C.S. Lewis theorizes that hell is a very real, self-imposed condition, that each person is confined by his refusal to relinquish whatever deficiency of character lies at the root of his imprisonment.  If given the opportunity, most, in the words of John Milton, would rather reign in hell than serve in heaven. So it would seem to be with the rich man and others with the hardest of hearts.

In chapter 25 of the Gospel of St.

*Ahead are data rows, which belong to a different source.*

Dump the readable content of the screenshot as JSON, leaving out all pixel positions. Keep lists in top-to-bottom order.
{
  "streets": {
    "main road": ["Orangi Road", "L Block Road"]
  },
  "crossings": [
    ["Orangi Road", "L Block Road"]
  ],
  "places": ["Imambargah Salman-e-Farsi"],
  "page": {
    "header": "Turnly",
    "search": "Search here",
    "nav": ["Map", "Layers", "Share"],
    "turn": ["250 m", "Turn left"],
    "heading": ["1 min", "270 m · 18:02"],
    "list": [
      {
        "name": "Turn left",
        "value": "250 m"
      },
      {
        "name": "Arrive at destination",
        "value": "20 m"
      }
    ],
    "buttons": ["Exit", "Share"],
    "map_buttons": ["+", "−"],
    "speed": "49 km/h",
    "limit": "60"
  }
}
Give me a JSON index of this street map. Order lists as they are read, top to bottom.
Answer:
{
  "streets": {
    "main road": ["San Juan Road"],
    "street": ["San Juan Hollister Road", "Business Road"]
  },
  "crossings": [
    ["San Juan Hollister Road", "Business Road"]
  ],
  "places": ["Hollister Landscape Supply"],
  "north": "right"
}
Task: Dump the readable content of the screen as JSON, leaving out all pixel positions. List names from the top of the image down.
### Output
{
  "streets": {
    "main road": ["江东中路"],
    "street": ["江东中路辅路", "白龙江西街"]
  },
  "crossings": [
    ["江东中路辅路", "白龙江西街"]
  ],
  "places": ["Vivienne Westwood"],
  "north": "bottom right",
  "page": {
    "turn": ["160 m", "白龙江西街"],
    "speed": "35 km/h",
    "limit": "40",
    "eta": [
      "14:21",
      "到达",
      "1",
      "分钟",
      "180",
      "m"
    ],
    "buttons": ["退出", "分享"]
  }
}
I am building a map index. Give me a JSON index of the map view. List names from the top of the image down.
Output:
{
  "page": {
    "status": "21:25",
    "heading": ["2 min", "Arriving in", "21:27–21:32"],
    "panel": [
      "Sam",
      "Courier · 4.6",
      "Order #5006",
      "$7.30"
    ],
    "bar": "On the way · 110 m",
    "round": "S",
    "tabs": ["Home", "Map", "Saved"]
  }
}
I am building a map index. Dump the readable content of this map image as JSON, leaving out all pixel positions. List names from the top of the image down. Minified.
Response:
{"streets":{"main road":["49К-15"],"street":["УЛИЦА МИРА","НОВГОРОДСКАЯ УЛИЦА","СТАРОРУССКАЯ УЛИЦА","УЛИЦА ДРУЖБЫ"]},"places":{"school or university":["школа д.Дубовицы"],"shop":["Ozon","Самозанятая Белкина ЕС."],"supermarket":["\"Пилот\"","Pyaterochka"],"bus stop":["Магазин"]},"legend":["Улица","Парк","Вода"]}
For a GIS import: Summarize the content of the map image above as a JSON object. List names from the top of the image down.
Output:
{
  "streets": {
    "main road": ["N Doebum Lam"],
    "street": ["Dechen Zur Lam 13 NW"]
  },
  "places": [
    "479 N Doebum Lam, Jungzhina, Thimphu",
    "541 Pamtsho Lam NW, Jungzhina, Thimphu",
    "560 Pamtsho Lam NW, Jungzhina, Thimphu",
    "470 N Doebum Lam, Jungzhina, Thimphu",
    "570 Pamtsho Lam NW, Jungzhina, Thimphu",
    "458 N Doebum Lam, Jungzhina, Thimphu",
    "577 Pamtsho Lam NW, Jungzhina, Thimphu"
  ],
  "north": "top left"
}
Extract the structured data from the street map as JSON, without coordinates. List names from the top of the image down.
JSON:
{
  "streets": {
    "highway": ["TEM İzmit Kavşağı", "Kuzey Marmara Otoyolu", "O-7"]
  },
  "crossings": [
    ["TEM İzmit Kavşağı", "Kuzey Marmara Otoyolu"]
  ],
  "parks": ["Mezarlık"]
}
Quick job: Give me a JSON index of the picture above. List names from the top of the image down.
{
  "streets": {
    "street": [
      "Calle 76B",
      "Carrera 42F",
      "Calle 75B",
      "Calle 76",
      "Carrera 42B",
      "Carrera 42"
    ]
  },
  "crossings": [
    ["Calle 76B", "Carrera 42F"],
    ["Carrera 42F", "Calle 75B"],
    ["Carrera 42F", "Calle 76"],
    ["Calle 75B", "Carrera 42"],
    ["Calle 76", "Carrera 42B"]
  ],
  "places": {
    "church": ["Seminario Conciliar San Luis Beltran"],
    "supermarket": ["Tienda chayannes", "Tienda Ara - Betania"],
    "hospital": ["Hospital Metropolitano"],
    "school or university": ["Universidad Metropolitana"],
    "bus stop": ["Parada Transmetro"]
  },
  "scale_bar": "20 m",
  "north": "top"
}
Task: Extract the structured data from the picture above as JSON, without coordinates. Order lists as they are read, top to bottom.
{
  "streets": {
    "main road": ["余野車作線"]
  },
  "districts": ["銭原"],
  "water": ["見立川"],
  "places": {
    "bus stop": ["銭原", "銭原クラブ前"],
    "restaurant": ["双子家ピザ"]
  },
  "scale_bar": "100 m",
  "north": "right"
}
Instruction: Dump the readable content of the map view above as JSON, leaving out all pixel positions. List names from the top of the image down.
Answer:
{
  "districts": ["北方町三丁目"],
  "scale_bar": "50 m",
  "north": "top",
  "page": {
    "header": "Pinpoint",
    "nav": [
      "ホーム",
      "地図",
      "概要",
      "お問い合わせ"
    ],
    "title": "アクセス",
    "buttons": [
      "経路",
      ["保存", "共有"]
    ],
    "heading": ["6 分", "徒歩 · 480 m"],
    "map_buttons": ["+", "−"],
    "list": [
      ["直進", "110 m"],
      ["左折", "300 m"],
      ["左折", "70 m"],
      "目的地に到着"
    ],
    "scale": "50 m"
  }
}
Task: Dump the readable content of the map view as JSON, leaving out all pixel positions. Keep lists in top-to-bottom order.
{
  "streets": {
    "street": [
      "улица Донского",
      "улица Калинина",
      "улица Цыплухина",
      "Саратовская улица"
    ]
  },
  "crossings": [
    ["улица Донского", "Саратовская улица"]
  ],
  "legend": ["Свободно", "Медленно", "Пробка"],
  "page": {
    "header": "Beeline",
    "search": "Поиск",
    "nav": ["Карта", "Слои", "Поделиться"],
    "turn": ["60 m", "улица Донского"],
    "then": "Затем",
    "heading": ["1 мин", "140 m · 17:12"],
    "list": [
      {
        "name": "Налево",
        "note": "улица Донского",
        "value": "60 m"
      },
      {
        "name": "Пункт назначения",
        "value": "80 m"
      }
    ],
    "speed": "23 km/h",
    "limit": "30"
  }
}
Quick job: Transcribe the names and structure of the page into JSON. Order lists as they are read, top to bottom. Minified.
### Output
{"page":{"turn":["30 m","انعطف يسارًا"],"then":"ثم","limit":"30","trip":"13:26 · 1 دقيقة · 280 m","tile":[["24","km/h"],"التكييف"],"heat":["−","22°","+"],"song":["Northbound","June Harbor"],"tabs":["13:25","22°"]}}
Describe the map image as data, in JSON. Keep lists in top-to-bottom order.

Matthew, Jesus defines the vast difference between kindness and hardheartedness and at the same time identifies himself with all who suffer. “I was hungry, and you gave me food, I was thirsty and you gave me drink, a stranger and you welcomed me, naked and you clothed me, ill and you cared for me, in prison and you visited me.”   

Or, you did not. No room here for Ayn Rand’s, “I am not my brother’s keeper,” even among national candidates who profess to follow Jesus, but instead, “Store up treasures on earth,” whether in the form of filthy lucre or political clout.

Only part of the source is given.